- INSTRUCTIONS FOR THE TASK:
Report all lines of the records that contain "column".

*** Opening DATA LISTING ***

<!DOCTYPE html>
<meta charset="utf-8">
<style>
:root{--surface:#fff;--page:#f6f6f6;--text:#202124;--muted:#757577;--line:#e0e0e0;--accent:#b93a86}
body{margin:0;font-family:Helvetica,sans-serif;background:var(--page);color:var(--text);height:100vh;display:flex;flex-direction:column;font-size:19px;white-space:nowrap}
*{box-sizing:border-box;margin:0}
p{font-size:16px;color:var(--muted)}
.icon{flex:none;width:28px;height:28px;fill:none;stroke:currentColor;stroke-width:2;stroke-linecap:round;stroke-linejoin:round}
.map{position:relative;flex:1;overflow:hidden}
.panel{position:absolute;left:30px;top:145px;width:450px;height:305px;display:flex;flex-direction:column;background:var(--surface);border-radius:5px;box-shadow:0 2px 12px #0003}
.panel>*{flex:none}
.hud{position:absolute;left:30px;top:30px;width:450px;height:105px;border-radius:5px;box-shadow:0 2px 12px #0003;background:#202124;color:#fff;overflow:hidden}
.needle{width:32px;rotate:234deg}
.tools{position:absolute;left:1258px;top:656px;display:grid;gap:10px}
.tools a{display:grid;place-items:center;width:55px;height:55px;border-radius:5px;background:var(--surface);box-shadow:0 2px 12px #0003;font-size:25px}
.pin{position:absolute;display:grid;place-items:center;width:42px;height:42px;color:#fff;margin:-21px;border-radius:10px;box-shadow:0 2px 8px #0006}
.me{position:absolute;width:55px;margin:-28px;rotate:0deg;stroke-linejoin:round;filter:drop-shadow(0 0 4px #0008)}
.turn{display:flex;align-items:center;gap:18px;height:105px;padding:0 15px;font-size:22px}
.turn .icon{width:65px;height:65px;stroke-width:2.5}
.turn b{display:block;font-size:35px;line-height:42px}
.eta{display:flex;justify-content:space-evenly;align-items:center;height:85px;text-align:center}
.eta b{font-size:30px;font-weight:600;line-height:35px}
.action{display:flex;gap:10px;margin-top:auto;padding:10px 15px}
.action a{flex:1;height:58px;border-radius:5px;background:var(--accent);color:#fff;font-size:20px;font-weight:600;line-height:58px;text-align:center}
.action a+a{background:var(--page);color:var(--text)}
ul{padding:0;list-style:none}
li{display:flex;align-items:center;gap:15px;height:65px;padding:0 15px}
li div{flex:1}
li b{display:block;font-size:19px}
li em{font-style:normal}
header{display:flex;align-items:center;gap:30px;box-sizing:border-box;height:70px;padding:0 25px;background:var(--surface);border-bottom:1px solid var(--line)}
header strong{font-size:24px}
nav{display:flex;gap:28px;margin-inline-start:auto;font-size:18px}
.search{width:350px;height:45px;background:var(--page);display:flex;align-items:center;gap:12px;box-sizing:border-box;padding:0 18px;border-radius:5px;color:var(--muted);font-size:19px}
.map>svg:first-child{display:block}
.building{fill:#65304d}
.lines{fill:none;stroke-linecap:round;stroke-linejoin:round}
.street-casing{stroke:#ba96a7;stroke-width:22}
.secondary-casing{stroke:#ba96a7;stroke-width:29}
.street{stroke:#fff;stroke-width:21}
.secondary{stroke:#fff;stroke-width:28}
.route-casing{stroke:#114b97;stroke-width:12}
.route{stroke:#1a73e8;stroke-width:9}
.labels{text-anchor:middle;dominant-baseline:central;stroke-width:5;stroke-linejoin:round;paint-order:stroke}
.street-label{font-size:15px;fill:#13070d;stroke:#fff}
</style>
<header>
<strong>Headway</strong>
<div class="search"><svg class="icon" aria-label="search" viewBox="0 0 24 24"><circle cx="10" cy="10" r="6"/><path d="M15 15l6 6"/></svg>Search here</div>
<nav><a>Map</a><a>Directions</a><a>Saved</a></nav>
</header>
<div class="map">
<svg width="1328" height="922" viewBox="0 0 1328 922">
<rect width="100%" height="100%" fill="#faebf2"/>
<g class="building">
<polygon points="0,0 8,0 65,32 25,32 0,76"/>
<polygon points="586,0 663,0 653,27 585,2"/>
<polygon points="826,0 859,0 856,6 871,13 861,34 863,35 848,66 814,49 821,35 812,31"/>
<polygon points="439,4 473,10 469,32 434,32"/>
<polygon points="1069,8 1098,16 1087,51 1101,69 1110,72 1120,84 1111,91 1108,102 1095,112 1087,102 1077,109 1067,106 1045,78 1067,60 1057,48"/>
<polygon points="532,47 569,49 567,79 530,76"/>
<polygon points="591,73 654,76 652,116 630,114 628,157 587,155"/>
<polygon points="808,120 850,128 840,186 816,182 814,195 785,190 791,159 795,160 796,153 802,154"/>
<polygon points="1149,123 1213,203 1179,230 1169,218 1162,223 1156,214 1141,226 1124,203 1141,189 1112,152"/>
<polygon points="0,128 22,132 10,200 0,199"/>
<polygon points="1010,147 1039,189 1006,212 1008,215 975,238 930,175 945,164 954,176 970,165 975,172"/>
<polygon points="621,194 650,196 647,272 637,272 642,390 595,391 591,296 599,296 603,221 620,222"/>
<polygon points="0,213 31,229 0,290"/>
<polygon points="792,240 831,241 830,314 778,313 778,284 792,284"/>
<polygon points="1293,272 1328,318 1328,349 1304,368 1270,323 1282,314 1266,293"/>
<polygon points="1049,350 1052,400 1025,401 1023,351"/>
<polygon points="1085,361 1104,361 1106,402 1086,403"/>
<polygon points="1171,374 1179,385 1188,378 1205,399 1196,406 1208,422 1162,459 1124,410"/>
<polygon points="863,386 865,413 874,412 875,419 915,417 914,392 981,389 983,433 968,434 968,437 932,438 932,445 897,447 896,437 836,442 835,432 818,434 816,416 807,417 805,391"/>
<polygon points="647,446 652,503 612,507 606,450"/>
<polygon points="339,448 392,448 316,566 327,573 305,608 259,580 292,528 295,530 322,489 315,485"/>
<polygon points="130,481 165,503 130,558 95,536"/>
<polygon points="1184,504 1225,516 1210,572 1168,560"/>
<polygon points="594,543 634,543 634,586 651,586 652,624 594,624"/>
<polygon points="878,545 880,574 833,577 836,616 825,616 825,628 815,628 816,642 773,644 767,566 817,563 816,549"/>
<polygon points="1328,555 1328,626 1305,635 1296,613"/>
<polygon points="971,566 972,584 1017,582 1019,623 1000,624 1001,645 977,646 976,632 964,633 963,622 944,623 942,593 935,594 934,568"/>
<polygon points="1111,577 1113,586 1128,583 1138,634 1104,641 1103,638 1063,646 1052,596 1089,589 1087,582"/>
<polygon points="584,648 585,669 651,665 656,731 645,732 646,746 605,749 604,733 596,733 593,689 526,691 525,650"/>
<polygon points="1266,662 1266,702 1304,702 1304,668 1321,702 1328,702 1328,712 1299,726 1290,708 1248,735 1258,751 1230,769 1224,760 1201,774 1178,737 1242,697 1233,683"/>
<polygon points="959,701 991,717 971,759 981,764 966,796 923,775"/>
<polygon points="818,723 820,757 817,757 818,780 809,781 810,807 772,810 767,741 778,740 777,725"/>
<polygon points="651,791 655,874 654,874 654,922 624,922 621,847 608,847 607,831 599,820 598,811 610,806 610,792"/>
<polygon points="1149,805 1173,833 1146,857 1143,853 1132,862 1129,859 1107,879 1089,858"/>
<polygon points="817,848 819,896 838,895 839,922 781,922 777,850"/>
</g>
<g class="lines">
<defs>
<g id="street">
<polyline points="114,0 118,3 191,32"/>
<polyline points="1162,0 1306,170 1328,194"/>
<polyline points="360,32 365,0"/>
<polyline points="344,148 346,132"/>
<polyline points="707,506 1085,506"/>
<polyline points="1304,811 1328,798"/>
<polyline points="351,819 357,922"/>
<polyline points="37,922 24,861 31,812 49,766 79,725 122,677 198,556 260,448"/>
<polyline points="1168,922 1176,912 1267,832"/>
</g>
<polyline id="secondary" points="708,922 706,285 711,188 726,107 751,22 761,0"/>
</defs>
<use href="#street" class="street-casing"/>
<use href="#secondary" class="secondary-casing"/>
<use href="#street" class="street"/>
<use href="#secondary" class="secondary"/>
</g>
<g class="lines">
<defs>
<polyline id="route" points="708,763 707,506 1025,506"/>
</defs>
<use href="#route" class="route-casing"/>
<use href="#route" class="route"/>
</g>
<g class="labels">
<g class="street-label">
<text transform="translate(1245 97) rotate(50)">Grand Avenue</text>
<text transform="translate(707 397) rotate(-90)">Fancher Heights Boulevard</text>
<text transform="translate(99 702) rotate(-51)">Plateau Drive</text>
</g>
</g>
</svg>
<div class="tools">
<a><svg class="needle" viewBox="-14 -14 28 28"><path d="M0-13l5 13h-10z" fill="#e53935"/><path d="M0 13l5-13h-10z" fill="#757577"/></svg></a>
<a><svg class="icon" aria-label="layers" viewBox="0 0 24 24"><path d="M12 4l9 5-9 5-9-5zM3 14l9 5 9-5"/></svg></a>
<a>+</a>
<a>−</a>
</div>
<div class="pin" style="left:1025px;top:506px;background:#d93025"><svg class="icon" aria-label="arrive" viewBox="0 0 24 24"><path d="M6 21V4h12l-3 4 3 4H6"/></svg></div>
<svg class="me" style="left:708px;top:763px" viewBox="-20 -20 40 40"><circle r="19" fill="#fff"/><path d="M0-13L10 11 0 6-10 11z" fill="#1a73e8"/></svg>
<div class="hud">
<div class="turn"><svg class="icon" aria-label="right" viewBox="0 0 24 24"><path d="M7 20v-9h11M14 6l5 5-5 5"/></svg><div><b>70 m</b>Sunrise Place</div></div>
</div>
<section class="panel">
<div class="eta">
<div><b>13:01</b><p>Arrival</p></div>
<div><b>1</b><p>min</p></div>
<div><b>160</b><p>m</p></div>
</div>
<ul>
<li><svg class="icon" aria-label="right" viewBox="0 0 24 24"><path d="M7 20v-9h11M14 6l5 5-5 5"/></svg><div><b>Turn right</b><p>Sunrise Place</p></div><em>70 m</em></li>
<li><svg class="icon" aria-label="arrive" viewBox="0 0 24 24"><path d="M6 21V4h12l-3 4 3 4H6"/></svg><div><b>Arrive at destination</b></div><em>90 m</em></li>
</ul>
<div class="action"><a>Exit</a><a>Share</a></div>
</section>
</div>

*** Closing DATA LISTING ***

- SOLUTION FOR THIS PROBLEM:
body{margin:0;font-family:Helvetica,sans-serif;background:var(--page);color:var(--text);height:100vh;display:flex;flex-direction:column;font-size:19px;white-space:nowrap}
.panel{position:absolute;left:30px;top:145px;width:450px;height:305px;display:flex;flex-direction:column;background:var(--surface);border-radius:5px;box-shadow:0 2px 12px #0003}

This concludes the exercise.